***** PROVIDED ENTRIES

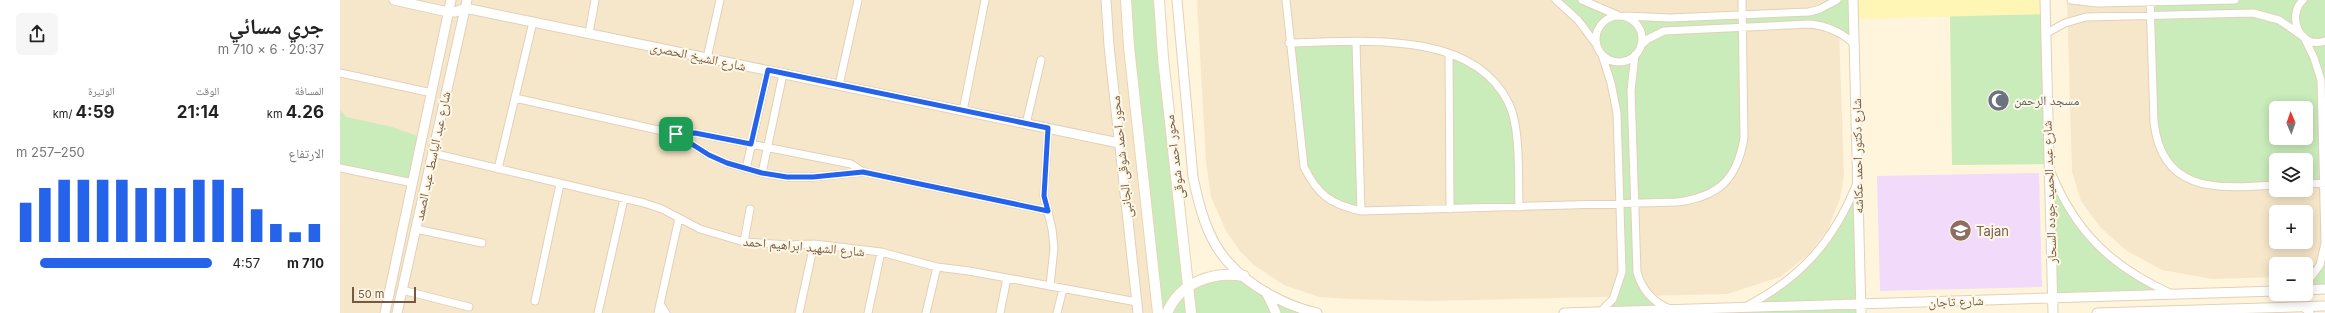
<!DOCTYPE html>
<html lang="ar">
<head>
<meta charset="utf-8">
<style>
  body { margin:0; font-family:Inter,"Noto Naskh Arabic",sans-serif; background:#f6f6f6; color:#222; direction:rtl; height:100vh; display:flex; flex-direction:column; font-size:15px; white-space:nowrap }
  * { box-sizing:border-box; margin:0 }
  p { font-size:13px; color:#767676 }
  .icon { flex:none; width:22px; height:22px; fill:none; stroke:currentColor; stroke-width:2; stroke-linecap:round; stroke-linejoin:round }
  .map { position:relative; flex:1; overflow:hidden; direction:ltr }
  .details { display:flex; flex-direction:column; background:#fff; width:340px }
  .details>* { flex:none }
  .needle { width:26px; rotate:358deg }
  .tools { position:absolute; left:1929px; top:101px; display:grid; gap:8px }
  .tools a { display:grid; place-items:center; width:44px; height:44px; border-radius:6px; background:#fff; box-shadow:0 2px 10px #0003; font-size:20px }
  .scale { position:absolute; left:12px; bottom:10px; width:64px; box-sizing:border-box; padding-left:4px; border:2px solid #755a43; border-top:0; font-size:11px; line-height:14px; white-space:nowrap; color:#755a43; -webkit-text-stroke:3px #fff7e5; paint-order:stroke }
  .pin { position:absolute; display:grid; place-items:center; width:34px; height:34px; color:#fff; margin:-17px; border-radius:8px; box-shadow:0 2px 6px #0006 }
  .round { display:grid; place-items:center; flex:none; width:42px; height:42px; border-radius:6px; background:#f6f6f6 }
  .head { display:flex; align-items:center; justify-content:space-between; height:68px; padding:0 16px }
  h1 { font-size:22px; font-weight:700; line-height:30px }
  .metrics { display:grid; grid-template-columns:repeat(3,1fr); gap:6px; height:68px; padding:4px 16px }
  .metrics div { display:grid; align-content:center }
  .metrics b { font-size:17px; font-weight:700 }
  .metrics small { font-size:11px; font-weight:400 }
  .metrics p { font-size:11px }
  .chart { height:112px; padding:8px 16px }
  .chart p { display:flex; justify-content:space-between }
  .chart svg { width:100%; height:72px; margin-top:4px; stroke:#2563eb; stroke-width:6 }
  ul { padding:0 16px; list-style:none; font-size:13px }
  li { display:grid; grid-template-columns:64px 48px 1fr; align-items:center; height:30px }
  li i { height:10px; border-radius:5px; background:#2563eb }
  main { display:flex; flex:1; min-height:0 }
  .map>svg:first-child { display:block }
  .residential { fill:#f7e7ca; fill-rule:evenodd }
  .education { fill:#f1dafa }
  .green { fill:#c9ecba; fill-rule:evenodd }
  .sand { fill:#fff6b6 }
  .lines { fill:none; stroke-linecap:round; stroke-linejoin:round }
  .minor-casing { stroke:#e3d0b8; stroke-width:9 }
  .tertiary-casing { stroke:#e3d0b8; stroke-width:11 }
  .secondary-casing { stroke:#ead4b7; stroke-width:12 }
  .minor { stroke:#fff; stroke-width:7 }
  .tertiary { stroke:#fff; stroke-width:9 }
  .secondary { stroke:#fff; stroke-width:10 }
  .route-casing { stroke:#fff; stroke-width:8 }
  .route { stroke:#2563eb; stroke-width:5 }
  .labels { text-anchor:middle; stroke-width:4; stroke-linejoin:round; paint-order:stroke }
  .street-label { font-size:13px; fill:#755a43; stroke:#fff7e5 }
  .worship-label { font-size:13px; fill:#5b616d; stroke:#fff7e5; text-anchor:start }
  .education-label { font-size:13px; fill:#785e54; stroke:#fff7e5; text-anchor:start }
</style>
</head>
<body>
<main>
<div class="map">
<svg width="1985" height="313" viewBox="0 0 1985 313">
  <rect width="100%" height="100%" fill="#fef5dc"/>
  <path class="residential" d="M0,0H806L837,313H0Z
    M857,0H1498L1504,175L1500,199L1488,229L1469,254L1440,277L1387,294L1091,301L1010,299L979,297L944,285L914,265L900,251L886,231L871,197L866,162Z
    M1727,0H1985V275L1966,276V264H1936V277L1872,279L1822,270L1787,251L1760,227L1741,201L1732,172ZM1936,108H1966V138H1936ZM1936,160H1966V190H1936ZM1936,212H1966V242H1936Z"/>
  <path class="education" d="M1699,173L1702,287L1540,291L1537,176Z"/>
  <path class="green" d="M786,0H819L849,285L890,274L977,313H818Z
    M1216,0H1242L1277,15L1286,16L1469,12L1497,0H1513L1515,45L1490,28L1403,27L1404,138L1391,177L1357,199L1295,203L1300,283L1322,306L1405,307L1427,296L1482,247L1518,179L1521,313H1223L1260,312L1281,282L1277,113L1262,55L1256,45Z
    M1895,0H1985V289L1966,290L1984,254V183L1966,184V160H1936V185L1886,188L1852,180L1830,164L1816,137L1810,2ZM1936,108H1966V138H1936Z
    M1706,14L1708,164L1735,220L1778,264L1832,294L1712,298L1708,164L1612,165L1610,15Z
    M1016,42L1021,211L985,198L964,167L949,43Z
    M1109,54L1158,85L1175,122L1179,207L1110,209Z
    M0,110L7,117L52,127L83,138L73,183L0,168Z"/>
  <path class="sand" d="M1513,0H1706V14L1514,19Z"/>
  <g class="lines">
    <defs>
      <path id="minor" d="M946,0L964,167C978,195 990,204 1021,211L1337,202C1378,197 1397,180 1404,138L1402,0
        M1216,0L1238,20L1256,44
        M1242,0L1277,15
        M1731,0L1757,3L1895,0
        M1810,0L1814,122C1822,195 1880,188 1936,185
        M1963,0C1946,16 1960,50 1985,41
        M1256 39a23 23 0 1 1 46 0a23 23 0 1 1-46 0Z
        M1286,16L1330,18L1469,12L1480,9L1497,0
        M249,33L255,0
        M1705,34L1725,23L1746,17L1913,13L1939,20L1961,35
        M1964,37L1974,58L1981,80L1985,243L1980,265L1966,284
        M1016,42L1021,211
        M949,43C1017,42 1131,28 1168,102C1181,126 1178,178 1179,207
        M1301,45L1308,39L1324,31L1470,24C1488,26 1502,32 1515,45
        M1109,54L1110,209
        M1295,55L1291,90L1297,272C1302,290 1312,302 1330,309
        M367,58L380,0
        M0,73L92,93
        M499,85L518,0
        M175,98L336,134L355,133L511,164L523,172
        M623,111L645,0
        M686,124L701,60
        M708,128L704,196L712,229L714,248L710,286
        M336,134L369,155L387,163L422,173L447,177H473L523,172L708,211
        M92,153L304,203L322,209L360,229L404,242L448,245L474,244L541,252L597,267L629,271L797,302
        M0,168L73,183
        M158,169L193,22
        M406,169L428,70
        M1711,172C1736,233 1772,267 1832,294
        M422,173L443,74
        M1966,184L1985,183
        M76,229L142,243
        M404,242L410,209
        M62,290L129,307
        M195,301L220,184
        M320,304L326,313
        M1405,307C1461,278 1494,241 1517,183
        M1963,307L1970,313
        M1260,312L1273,299L1282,272L1277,113L1271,83L1262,55
        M258,313L284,199
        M318,313L339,218
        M459,313L474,244
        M528,313L541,252
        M586,313L597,267
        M660,313L667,278
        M717,313L723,289"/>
      <path id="tertiary" d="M54,0L108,12H115L125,8L779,143
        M766,0L769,46L798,313
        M837,0L853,177C859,206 867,239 888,262C909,286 945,306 977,313
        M1513,0L1521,313
        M1705,0L1713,313
        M1966,290L1985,289
        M926,292L936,313
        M45,313L111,0
        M57,313L127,0
        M1224,313L1936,291
        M1757,313L1985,306"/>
      <path id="secondary" d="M786,0L789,47L818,313
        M819,0L823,58L851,313
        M827,313C840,282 873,271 904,276"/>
    </defs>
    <use href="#minor" class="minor-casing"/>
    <use href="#tertiary" class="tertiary-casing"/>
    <use href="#secondary" class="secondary-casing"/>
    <use href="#minor" class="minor"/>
    <use href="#tertiary" class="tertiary"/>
    <use href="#secondary" class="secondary"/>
  </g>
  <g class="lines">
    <defs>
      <path id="route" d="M428,70L708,128L704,196L708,211L523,172L473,177H447L422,173L387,163L369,155L336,134L355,133L411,144Z"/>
    </defs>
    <use href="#route" class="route-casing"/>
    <use href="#route" class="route"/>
  </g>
  <defs>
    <symbol id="mosque-disc" viewBox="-11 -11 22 22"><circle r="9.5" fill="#6b7280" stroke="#fff7e5"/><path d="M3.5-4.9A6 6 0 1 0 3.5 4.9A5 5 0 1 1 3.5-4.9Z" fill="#fff"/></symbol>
    <symbol id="school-disc" viewBox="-11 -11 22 22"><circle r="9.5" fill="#8d6e63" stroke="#fff7e5"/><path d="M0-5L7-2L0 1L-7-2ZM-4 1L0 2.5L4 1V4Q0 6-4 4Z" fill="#fff"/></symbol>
  </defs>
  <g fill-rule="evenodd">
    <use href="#mosque-disc" x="1646" y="88" width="25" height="25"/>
    <use href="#school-disc" x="1608" y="218" width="25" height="25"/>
  </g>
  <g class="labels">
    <g class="street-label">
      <text transform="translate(358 56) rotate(12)" y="5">شارع الشيخ الحصرى</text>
      <text transform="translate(92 156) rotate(-78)" y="5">شارع عبد الباسط عبد الصمد</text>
      <text transform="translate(1517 156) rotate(-91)" y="5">شارع دكتور احمد عكاشه</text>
      <text transform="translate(781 157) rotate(-96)" y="5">محور احمد شوقى الجانبى</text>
      <text transform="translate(834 157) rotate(-97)" y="5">محور احمد شوقى</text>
      <text transform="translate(1709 192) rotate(-92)" y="5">شارع عبد الحميد جوده السحار</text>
      <text transform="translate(464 246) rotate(5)" y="5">شارع الشهيد ابراهيم احمد</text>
      <text transform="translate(1616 301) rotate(-2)" y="5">شارع تاجان</text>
    </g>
    <g class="worship-label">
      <text x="1674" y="105">مسجد الرحمن</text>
    </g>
    <g class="education-label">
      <text x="1636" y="236">Tajan</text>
    </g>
  </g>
</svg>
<div class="tools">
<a><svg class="needle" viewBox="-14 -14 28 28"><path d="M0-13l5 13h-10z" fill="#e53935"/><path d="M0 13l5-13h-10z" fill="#767676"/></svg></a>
<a><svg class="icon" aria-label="layers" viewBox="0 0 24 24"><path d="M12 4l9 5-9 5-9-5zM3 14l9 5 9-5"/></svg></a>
<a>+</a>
<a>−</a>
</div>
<div class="scale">50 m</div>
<div class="pin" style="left:336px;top:134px;background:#1e9e55"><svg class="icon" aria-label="arrive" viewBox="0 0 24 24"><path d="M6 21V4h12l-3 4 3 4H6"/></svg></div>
</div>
<section class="details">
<div class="head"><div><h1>جري مسائي</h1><p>20:37 · 6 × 710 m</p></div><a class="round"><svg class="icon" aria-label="share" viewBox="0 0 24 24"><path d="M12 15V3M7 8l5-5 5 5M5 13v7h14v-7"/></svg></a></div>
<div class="metrics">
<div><p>المسافة</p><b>4.26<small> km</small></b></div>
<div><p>الوقت</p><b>21:14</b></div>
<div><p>الوتيرة</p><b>4:59<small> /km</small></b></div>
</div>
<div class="chart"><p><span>الارتفاع</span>250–257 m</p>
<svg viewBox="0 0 160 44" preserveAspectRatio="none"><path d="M5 44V20M15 44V11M25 44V6M35 44V6M45 44V6M55 44V6M65 44V11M75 44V11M85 44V11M95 44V6M105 44V6M115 44V11M125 44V24M135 44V33M145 44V38M155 44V33"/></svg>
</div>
<ul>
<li><b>710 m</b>4:57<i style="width:88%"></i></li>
</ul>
</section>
</main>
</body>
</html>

**********

◆ TASK TO CARRY OUT
Your answer must be every line from the listing above that holds the string "sizing".

◆ EXERCISE SOLUTION
  * { box-sizing:border-box; margin:0 }
  .scale { position:absolute; left:12px; bottom:10px; width:64px; box-sizing:border-box; padding-left:4px; border:2px solid #755a43; border-top:0; font-size:11px; line-height:14px; white-space:nowrap; color:#755a43; -webkit-text-stroke:3px #fff7e5; paint-order:stroke }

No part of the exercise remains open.